More from the Lemley family of California, in answer to an earlier question I posted:
My youngest daughter (5) plays soccer, and my oldest (8) doesn’t. (My oldest is more of a bookworm.) My youngest played her first year last year, liked it, and she’s going to play again next year. (The leagues play in the fall.) It’s pretty low-key, like “here’s the ball, and you go this way … not that way, this way.” She has fun with it, and we play in the backyard from time to time. The hope for her, and most girls her age, is that they have fun with the game and keep playing for as long as possible.
What this little report illustrates is why “soccer” has done so well. It’s simple. You just need a ball and a willingness to have fun kicking it this way and that. This is not a capital intensive game. You can practice it anywhere, and wear just about anything while you’re doing it. Hence the legendary successes that can be achieved by countries who are failing at virtually everything else. Argentina’s economy is a global embarrassment just now, yet they are among the favourites to win the World Cup. And hence football’s capacity to spread. “Soccer” is catching on in the USA, even as the more unwieldy and expensive “American” version of football (which is more like our rugby) fails to ignite over here or in mainland Europe, except as a way to entertain US expats.
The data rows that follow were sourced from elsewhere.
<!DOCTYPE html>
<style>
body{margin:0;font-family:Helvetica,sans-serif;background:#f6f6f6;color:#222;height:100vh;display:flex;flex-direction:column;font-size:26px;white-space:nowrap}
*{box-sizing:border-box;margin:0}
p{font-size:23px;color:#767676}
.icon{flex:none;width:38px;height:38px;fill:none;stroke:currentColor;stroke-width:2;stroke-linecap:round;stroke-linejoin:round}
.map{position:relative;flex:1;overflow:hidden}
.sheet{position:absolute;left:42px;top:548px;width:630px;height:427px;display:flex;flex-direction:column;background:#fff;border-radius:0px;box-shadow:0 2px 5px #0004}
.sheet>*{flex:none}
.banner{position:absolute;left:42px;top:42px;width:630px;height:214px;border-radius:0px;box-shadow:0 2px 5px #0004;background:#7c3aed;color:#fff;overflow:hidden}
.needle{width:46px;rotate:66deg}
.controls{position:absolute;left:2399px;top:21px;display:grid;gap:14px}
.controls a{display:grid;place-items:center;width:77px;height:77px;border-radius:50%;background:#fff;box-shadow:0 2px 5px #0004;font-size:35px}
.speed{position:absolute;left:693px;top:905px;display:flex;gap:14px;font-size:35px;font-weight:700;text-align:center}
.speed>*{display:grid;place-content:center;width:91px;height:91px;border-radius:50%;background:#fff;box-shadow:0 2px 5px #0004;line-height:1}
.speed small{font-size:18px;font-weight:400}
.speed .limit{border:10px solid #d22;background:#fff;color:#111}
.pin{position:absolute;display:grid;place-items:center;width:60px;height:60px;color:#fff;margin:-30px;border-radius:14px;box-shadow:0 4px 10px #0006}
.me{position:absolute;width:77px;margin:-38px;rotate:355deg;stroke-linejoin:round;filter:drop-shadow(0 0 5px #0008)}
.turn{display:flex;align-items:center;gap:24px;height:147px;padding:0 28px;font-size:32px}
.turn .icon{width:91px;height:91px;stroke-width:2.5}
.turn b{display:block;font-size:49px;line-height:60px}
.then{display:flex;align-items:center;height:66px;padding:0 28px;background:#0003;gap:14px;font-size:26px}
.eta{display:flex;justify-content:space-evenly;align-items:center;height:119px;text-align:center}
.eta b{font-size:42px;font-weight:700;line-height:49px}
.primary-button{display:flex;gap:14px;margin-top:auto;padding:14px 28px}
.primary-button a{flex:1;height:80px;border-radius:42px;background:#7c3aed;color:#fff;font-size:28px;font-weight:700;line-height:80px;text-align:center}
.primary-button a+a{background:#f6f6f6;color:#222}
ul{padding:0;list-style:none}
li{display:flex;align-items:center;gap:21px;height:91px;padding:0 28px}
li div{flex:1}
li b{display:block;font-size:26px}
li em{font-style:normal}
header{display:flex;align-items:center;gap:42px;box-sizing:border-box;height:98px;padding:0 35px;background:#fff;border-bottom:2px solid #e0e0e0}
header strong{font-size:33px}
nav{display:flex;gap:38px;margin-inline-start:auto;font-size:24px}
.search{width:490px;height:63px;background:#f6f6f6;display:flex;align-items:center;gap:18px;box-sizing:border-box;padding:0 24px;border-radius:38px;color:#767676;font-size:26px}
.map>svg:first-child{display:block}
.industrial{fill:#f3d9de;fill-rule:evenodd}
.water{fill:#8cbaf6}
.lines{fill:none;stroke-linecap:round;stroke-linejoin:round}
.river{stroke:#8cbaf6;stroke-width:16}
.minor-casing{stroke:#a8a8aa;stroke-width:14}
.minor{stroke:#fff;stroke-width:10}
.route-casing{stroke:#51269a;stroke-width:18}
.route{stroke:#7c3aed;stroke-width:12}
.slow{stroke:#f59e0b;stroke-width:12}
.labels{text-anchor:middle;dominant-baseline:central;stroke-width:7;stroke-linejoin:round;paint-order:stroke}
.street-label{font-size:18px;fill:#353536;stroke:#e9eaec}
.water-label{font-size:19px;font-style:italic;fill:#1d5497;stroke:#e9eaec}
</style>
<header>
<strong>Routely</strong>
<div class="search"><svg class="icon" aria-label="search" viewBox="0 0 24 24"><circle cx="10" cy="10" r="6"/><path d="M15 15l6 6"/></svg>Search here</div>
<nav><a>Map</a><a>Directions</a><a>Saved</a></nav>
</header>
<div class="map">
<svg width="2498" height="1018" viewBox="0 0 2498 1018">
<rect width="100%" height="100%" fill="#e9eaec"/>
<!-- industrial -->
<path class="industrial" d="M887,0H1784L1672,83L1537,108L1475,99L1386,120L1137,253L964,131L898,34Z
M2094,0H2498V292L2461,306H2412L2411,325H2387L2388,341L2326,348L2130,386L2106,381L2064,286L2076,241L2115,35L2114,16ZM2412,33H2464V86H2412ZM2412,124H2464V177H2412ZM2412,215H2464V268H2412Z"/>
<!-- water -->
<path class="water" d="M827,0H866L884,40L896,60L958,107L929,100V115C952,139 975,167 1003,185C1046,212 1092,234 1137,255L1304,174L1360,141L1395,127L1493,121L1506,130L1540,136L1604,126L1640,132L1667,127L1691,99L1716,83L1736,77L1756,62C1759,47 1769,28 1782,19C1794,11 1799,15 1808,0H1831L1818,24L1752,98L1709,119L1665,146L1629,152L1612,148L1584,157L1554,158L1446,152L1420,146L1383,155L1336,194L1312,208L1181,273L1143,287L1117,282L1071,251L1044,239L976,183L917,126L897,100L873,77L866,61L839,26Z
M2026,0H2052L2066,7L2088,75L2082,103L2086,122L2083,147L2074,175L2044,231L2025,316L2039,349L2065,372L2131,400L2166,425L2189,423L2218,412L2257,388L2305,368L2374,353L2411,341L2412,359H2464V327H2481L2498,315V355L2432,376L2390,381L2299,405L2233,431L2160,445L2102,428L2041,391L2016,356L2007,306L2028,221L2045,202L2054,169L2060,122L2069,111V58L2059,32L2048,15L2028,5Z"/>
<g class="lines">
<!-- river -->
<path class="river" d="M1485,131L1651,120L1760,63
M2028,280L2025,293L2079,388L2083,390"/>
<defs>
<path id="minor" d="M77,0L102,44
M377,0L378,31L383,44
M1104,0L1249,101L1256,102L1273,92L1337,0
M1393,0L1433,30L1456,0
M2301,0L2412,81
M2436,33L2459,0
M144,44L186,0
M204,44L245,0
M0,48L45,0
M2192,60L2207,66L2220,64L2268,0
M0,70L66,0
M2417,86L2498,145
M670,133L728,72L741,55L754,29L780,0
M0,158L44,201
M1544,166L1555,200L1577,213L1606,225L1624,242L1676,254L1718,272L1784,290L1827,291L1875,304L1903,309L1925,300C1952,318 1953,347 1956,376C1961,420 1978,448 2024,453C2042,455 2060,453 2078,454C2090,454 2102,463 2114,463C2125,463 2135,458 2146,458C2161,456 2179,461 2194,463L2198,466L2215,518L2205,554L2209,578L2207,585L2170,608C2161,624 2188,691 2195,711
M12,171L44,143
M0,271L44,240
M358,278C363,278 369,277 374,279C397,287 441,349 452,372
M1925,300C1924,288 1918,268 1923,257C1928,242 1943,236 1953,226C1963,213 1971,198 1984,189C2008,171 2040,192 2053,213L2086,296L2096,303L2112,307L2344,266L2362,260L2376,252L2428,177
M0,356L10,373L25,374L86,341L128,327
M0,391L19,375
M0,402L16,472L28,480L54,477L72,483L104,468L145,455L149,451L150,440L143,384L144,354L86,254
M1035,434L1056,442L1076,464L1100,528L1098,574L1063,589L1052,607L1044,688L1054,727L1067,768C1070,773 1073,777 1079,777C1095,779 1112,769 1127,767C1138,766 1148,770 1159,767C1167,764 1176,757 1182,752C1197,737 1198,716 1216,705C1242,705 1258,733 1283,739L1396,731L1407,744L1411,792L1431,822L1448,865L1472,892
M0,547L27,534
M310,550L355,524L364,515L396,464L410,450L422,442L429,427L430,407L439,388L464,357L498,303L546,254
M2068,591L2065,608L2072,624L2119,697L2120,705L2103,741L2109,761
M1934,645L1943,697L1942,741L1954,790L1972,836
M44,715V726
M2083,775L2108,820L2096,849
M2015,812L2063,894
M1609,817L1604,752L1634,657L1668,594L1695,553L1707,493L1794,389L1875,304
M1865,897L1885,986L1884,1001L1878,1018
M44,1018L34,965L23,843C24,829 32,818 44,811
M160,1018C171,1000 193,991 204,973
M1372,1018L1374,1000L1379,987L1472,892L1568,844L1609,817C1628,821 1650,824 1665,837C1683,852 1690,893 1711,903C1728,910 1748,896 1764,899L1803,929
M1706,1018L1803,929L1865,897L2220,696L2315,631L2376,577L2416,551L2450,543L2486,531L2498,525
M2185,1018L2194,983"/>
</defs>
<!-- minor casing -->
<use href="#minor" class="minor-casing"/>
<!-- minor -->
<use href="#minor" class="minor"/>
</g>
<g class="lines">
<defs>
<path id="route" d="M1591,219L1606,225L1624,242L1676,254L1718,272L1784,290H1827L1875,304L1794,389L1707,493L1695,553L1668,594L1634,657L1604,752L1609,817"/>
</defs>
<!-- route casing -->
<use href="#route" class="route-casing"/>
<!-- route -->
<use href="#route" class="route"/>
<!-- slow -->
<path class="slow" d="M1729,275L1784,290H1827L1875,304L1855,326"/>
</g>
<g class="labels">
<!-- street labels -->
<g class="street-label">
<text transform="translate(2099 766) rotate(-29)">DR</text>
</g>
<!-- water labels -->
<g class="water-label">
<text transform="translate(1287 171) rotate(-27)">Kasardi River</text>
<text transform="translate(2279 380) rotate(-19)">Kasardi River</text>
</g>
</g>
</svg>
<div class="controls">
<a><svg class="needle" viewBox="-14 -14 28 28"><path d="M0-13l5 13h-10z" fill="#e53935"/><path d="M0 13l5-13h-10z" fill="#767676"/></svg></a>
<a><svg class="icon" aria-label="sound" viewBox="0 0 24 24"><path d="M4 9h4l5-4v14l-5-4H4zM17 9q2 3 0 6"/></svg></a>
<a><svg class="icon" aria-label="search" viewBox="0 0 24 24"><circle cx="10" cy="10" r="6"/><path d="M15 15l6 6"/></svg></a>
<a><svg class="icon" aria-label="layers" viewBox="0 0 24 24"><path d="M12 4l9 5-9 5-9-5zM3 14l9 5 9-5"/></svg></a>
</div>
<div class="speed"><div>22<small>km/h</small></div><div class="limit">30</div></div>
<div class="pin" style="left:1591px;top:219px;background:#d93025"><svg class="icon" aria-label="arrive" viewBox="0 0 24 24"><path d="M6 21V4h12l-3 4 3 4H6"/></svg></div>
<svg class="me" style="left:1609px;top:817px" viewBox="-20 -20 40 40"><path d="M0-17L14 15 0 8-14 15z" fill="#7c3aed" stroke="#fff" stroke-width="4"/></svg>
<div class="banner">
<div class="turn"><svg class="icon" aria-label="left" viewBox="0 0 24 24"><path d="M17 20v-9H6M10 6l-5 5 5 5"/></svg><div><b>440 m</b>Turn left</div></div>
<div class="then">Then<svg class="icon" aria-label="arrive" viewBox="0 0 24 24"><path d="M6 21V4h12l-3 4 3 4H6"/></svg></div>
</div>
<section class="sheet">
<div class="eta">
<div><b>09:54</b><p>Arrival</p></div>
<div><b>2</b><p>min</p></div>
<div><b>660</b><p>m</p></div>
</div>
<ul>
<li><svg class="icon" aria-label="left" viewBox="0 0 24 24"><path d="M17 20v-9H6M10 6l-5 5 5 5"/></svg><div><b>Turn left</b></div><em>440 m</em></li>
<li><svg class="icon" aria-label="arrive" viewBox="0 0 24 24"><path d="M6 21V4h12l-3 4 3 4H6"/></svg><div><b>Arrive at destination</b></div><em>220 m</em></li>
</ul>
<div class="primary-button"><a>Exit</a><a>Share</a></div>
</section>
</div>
By the way, the USA ladies team are the world champions, no less. (I heard a Channel Five commentator on US baseball mention this last night.) And in general, it seems that, like Russ’s daughter, most of the Americans who get interested in soccer get interested in playing soccer. Over here “football fever” has tended to mean millions of couch potatoes or travelling fans who merely watch soccer, a numerical fact reflected in the TV adverts which have in recent years become sodden with a truly depressing worship of football fandom. Hurrah, say these adverts, for the “real” fans, who waste their entire lives getting worked up about the results of games in which they do not play, and who might on the basis of this mania be persuaded to buy this or that beer or snackfood and thus sink even further into bloated immobility. Now I like to watch football myself, but please don’t tell me that this is the most profound thing I do. Happily it seems that my sense of being insulted and patronised rather than befriended by these adverts may be quite widely shared, and that this era of British football watching emotional excess may be fading. Most of the adverts in this genre that I most hate were actually on TV a few years ago rather than right now, and meanwhile “ITV Digital” has discovered that there are limits after all to the televised football appetites of Britain. But how much more pleasing it would be if “football fever” meant Britain’s football clubs each having a dozen amateur and youth teams playing every weekend.
What’s the betting that some time during the next two decades the USA wins the World Cup? And what’s the betting that when they do, most of the USA hardly notices?